Der bulgarische Politologe Ivan Krastev ist nicht der erste und bei weitem nicht der einzige, der gute Erklärungen für das weitgehende Scheitern des Liberalismus in Osteuropa hat. Aber er ist sicher einer derjenigen, der das mit großem Einfühlungsvermögen tut, und, ja, er ist ganz sicher auch derjenige, der das für die liberale westliche Föjetongelite, die von Osteuropa bisher so gar keine Ahnung hatte und sich auch nicht für diese Region interessierte, solange Orbán und Kaczyński nicht für Schlagzeilen sorgten (man verzeihe mir diesen kleinen Anfall von Maliziosität), am kompatibelsten und komestibelsten darstellt. Unabhängig davon schätze ich Gespräche mit Krastev sehr, vor allem auch, weil er immer wieder um Verständnis für jene Mehrheit der Menschen in osteuropäischen Ländern wirbt, die soziale Verlierer der Transformation waren.
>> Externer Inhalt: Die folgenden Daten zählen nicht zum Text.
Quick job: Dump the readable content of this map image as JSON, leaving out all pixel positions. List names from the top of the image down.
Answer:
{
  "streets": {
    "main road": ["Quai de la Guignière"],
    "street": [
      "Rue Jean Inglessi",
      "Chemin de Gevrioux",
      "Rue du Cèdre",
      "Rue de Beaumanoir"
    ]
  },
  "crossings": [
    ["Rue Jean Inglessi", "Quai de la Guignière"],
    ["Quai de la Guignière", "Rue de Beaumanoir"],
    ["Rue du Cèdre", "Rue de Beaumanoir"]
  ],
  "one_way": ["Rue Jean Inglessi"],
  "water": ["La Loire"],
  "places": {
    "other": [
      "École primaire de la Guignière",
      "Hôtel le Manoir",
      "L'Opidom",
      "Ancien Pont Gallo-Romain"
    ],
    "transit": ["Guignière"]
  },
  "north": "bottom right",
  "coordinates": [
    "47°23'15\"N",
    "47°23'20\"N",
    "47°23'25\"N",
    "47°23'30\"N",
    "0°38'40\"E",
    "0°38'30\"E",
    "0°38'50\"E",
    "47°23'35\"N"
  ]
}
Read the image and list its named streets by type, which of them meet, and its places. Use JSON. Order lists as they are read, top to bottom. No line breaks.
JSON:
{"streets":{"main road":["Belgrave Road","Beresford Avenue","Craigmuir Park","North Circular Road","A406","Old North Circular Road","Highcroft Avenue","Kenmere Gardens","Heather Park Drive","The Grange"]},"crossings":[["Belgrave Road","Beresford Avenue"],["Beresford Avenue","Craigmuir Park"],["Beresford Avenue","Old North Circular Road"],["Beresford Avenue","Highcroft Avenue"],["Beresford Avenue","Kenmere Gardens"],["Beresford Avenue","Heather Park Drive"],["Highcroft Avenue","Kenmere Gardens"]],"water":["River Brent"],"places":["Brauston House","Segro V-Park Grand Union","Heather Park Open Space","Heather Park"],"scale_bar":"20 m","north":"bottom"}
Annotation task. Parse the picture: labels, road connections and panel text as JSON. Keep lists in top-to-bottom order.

Oder immer noch sind. Zusammen mit dem Politik- und Rechtswissenschaftler Stephen Holmes hat Krastev jetzt das Buch geschrieben: "Das Licht, das erlosch. Eine Abrechnung", das in der kommenden Woche auch in Deutsch erscheinen wird. Es ist eine komplexe Analyse darüber, warum der Liberalismus in Osteuropa weitgehend versagte und warum Politiker wie Orbán und Kaczyński so erfolgreich werden konnten. Im Guardian ist vorab eine Art kurzes Kompilat des Buches erschienen. Krastev wäre nicht Krastev, wenn man das so einfach zusammenfassen könnte. Als Anreiz zum Lesen so viel:

Die ultimative Rache der mittel- und osteuropäischen Populisten gegen den westlichen Liberalismus besteht darin, die Idee der Nachahmung des Westens nicht nur abzulehnen, sondern umzukehren. Wir sind die wahren Europäer, behaupten Orbán und Kaczyński immer wieder, und wenn der Westen sich selbst retten will, muss er den Osten nachahmen. Wie Orbán in einer Rede im Juli 2017 sagte: "Vor 27 Jahren haben wir hier in Mitteleuropa geglaubt, dass Europa unsere Zukunft ist. Heute empfinden wir es so, dass wir die Zukunft Europas sind."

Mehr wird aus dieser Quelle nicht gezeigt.